Even though film is primarily a visual medium, sound and in particular spoken language is a crucial part of any motion picture’s narration. There is a whole sub industry of film people dealing with all kinds of languages from all kinds of films. For foreign films local distributors usually apply subtitles, to, not only preserve the original but also make it accessible to a wide audience. This procedure is very common in most parts of the world. However, there is this non-uniform territory with a bunch of stubborn countries on continental Europe. Here, the music plays a different tune. Showing a foreign film in its native language with subtitles would be a financial disaster. A movie needs to be dubbed into the country’s language otherwise it is literally not existing. Subtitled versions are regarded for small art-house theaters only, seen by a tiny circle of film critics and intellectuals who have international film festival experience.
Hence, everything needs to be dubbed. The film and TV dubbing industry in France, Germany, Italy, Spain or Portugal is a steady and important part in every post-production process. After the 2nd World War the art of dubbing was brought to such a perfection that a good dub could determine the rise and fall of a film. Even today, audiences can distinguish whether they hear a good or bad dub. Usually this also sets the overall quality of a film to the audience. Since dubbing was and still is exploited by the local censorship authorities it also can give tone and direction of a film severe changes.
However, dubbing culture and reputation among the European countries is quite diversified. While in France some voices can market themselves equally as stars like the actors on screen, in Poland a single voice artist will speak every role of a film in a monotone volume and tune. Usually it is the same man and he is known all over the country. Culturally quite the contrary is Germany. Here the dubbing industry lives a shadow existence. It is quite common that big Hollywood stars will be spoken by the same voice artist. That way distributors build up an audio trademark of those stars that can last about 20 to 30 years. While German audiences link the German voice directly to the movie star, the actual people to whom those voices belong to remain widely unknown, except for one.

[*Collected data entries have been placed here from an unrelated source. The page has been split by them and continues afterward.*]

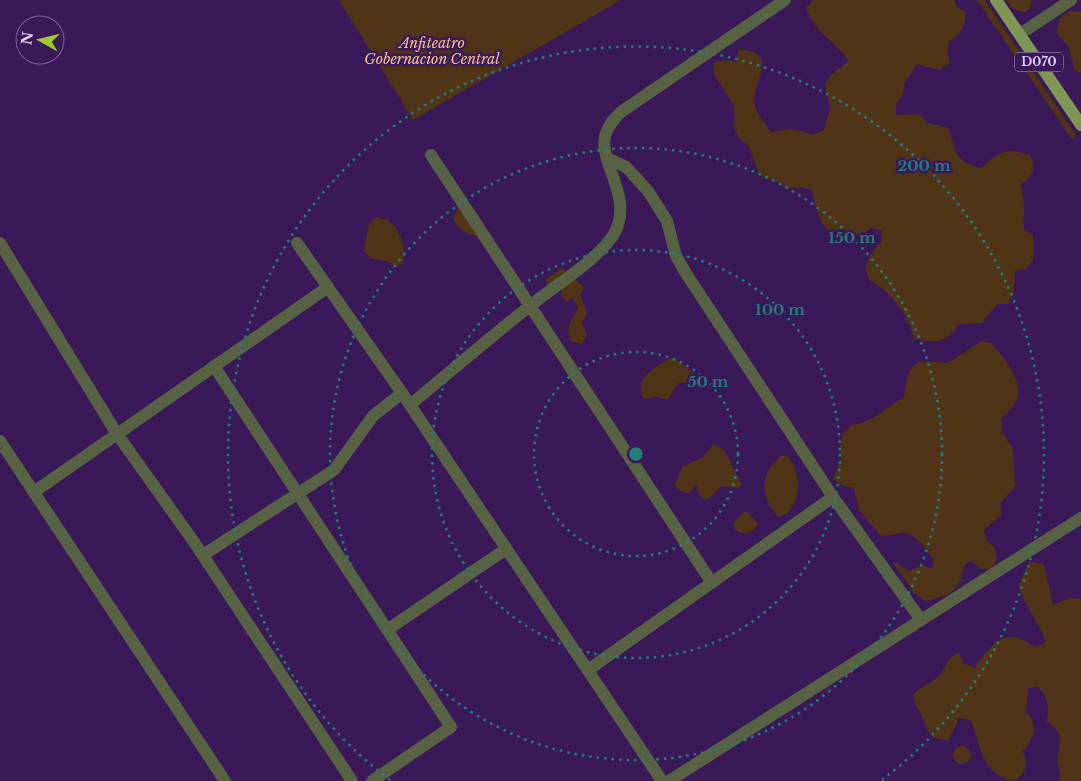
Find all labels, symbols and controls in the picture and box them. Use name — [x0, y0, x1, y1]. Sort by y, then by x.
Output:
north arrow — [15, 15, 65, 65]
text: N — [17, 30, 37, 46]
park label: Anfiteatro Gobernacion Central — [364, 34, 500, 68]
road number: D070 — [1015, 52, 1063, 72]
text: 200 m — [898, 156, 951, 175]
text: 150 m — [828, 228, 876, 247]
text: 100 m — [755, 300, 805, 319]
text: 50 m — [688, 372, 729, 391]
centre of rings — [627, 445, 645, 463]

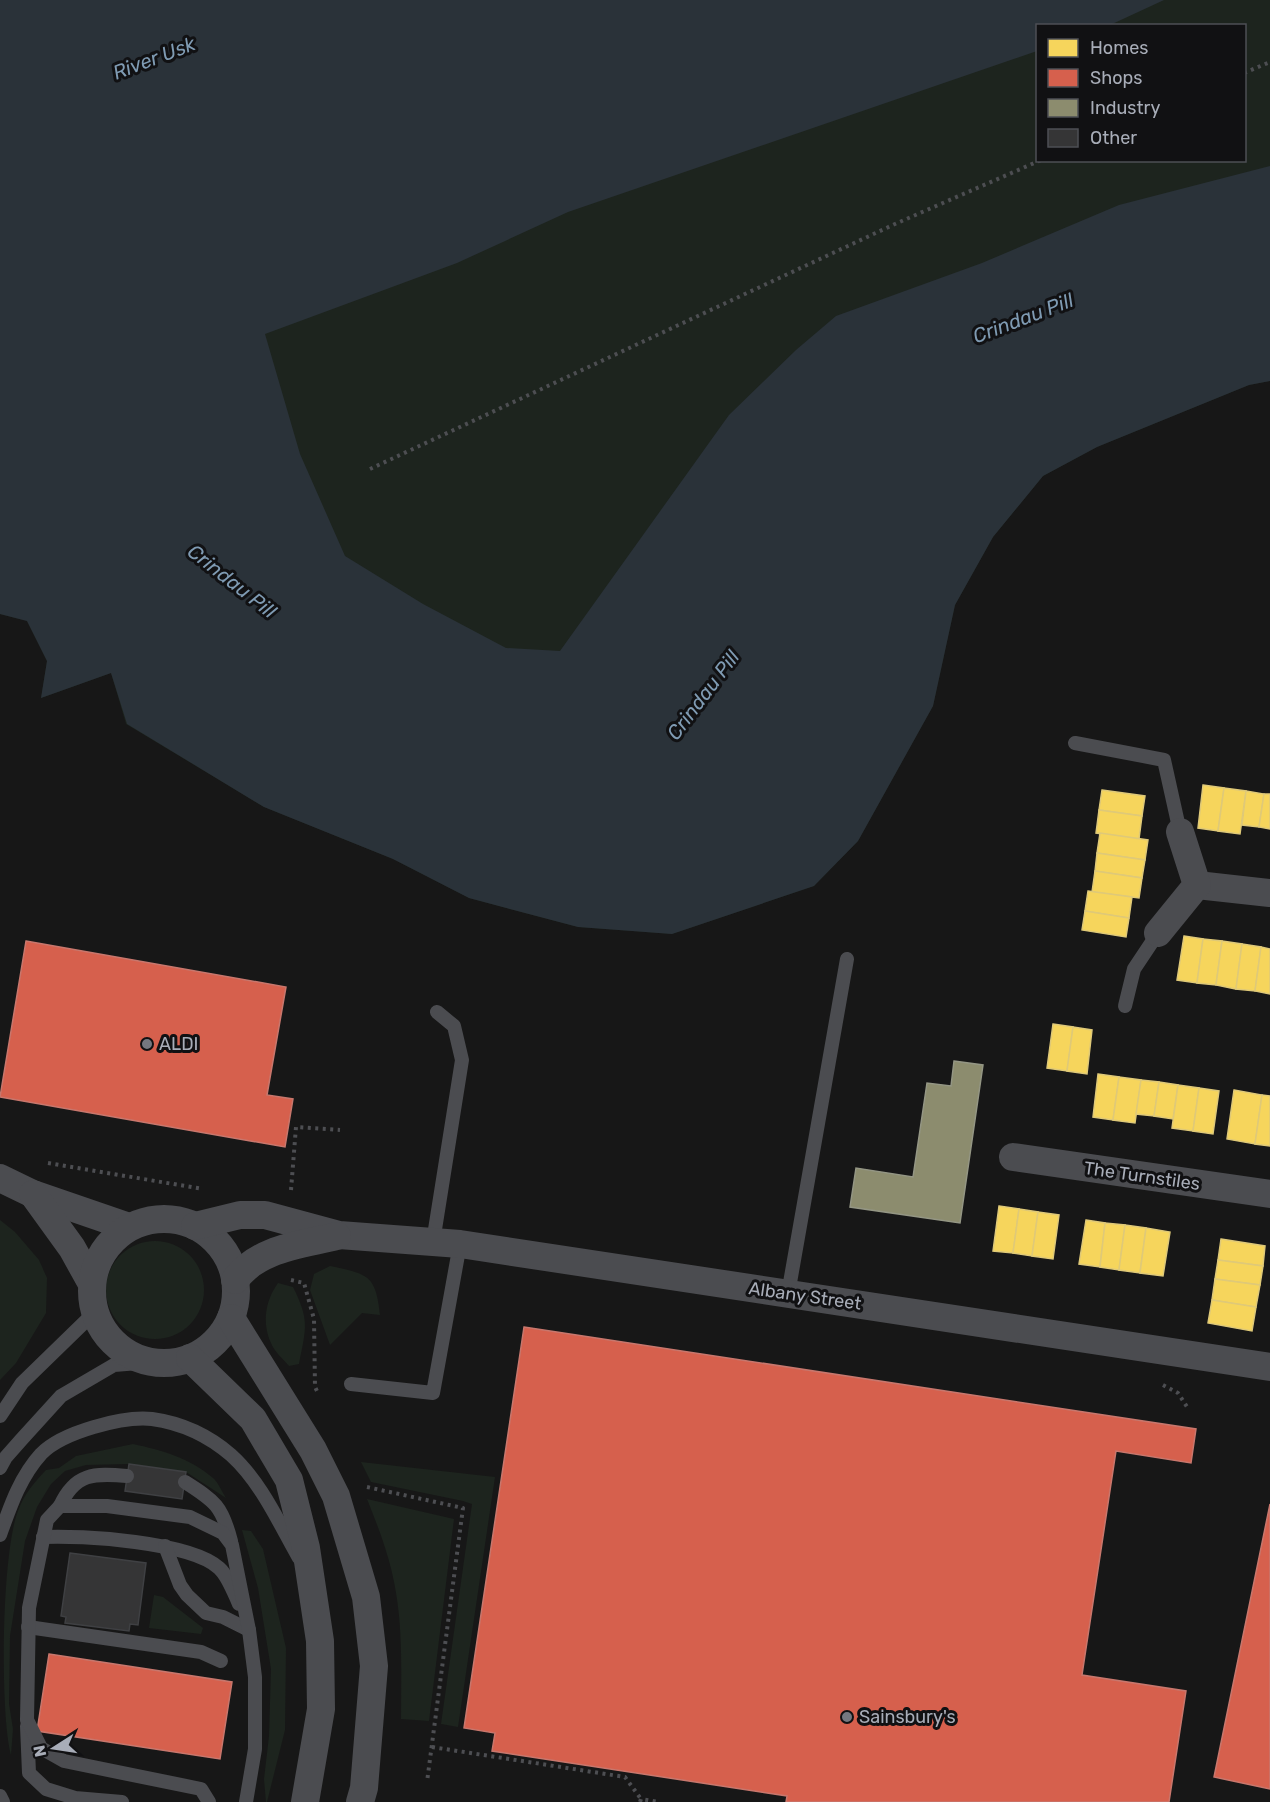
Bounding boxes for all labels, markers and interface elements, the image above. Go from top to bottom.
legend [1036,24,1246,162]
water label: River Usk [109,31,199,85]
text: Homes [1090,37,1148,59]
text: Shops [1090,67,1142,89]
text: Industry [1090,97,1160,119]
text: Other [1090,127,1137,149]
water label: Crindau Pill [969,287,1078,348]
water label: Crindau Pill [183,539,282,624]
water label: Crindau Pill [662,645,745,745]
place label: ALDI [159,1033,199,1055]
marker: ALDI [140,1037,154,1051]
street label: The Turnstiles [1083,1157,1201,1195]
street label: Albany Street [747,1277,863,1315]
place label: Sainsbury's [859,1706,956,1728]
marker: Sainsbury's [840,1710,854,1724]
north arrow [24,1718,84,1778]
text: N [29,1743,50,1759]

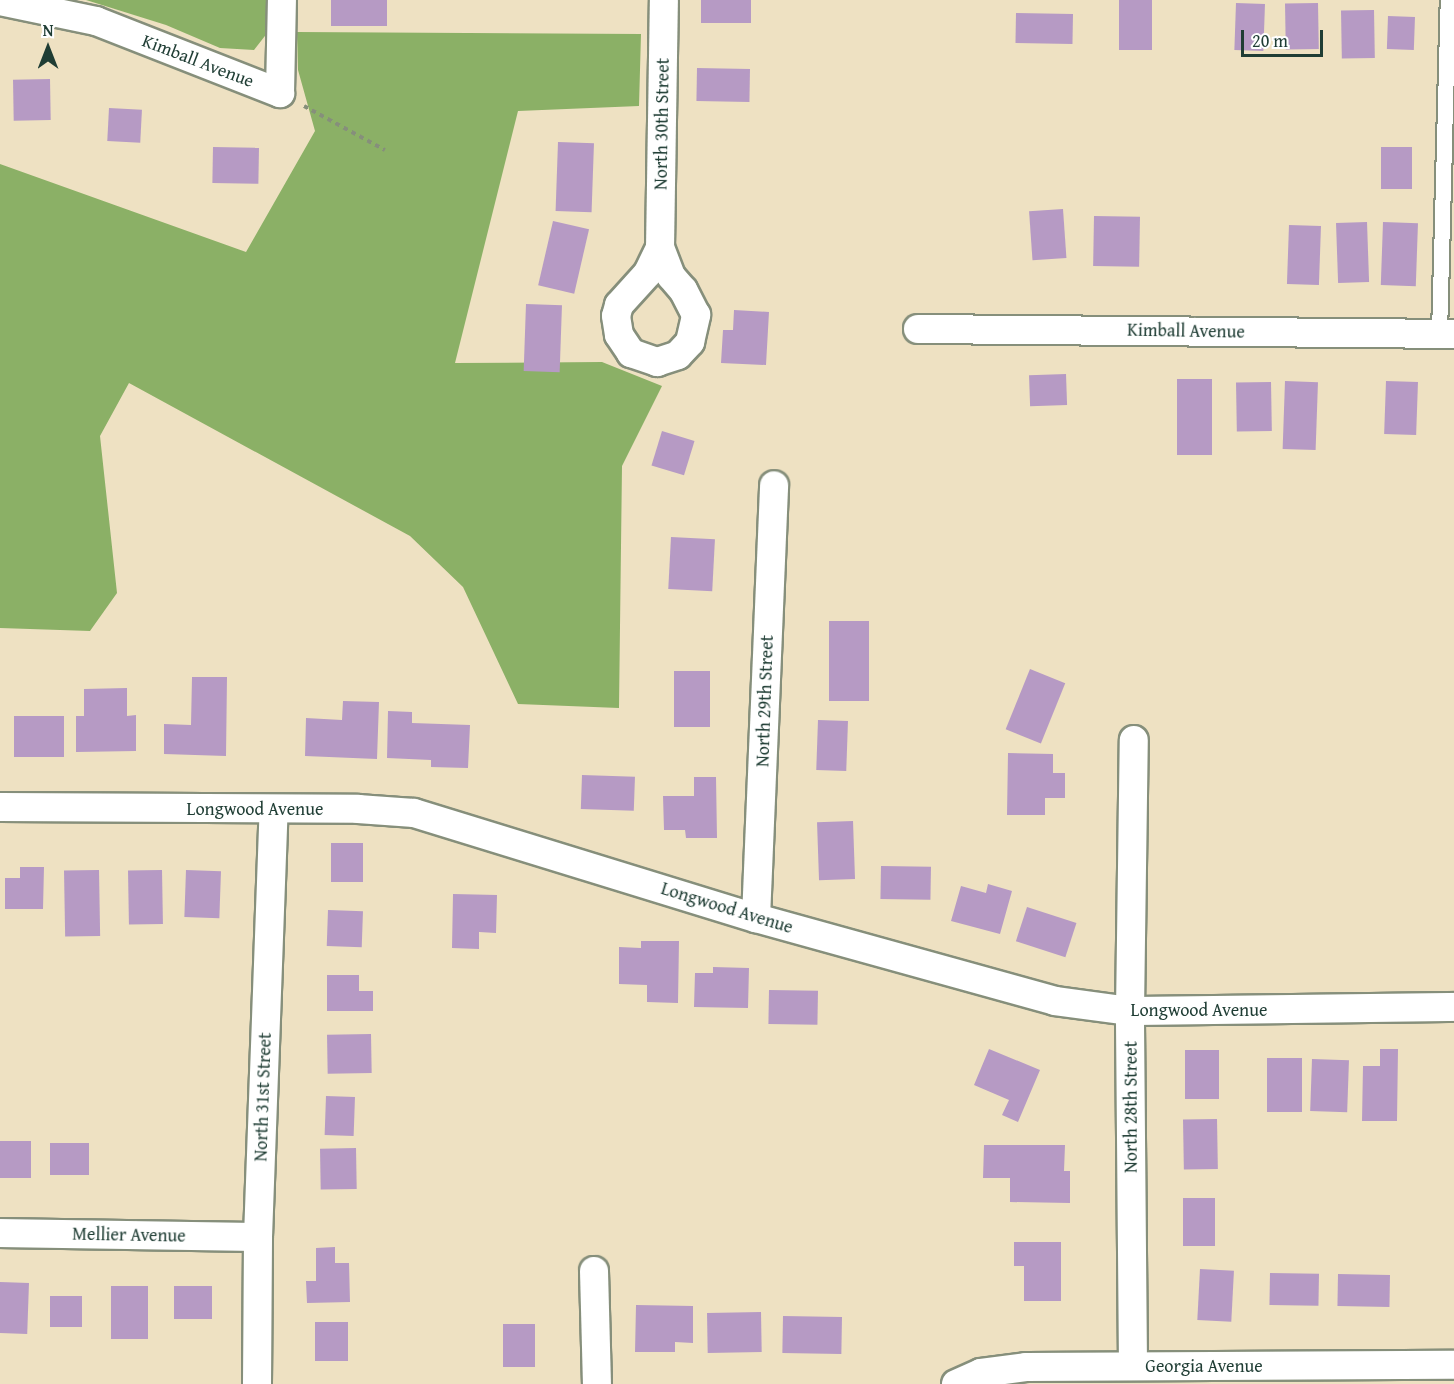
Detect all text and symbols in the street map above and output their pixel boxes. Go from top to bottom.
north arrow [18,18,78,78]
text: N [43,18,53,42]
scale bar [1244,18,1326,56]
text: 20 m [1252,27,1288,54]
street label: Kimball Avenue [139,30,257,92]
street label: North 30th Street [650,58,674,190]
street label: Kimball Avenue [1127,319,1245,343]
street label: North 29th Street [752,635,778,767]
street label: Longwood Avenue [187,798,323,820]
street label: Longwood Avenue [658,878,796,938]
street label: Longwood Avenue [1131,999,1267,1021]
street label: North 31st Street [250,1032,276,1162]
street label: North 28th Street [1120,1041,1142,1173]
street label: Mellier Avenue [72,1223,186,1247]
street label: Georgia Avenue [1145,1355,1263,1377]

In order to gain a better understanding of this dubbing culture it is best to pick out one special figure from this very European dubbing community and dig a bit deeper into his works and past. One of the most influential and cutting-edge German dubbing artists during the past 40 years was Rainer Brandt. His work could turn a lousy trash film into a money making machine and it often did. He shaped the language of entire generations and is still one of the best known voices throughout the German film industry.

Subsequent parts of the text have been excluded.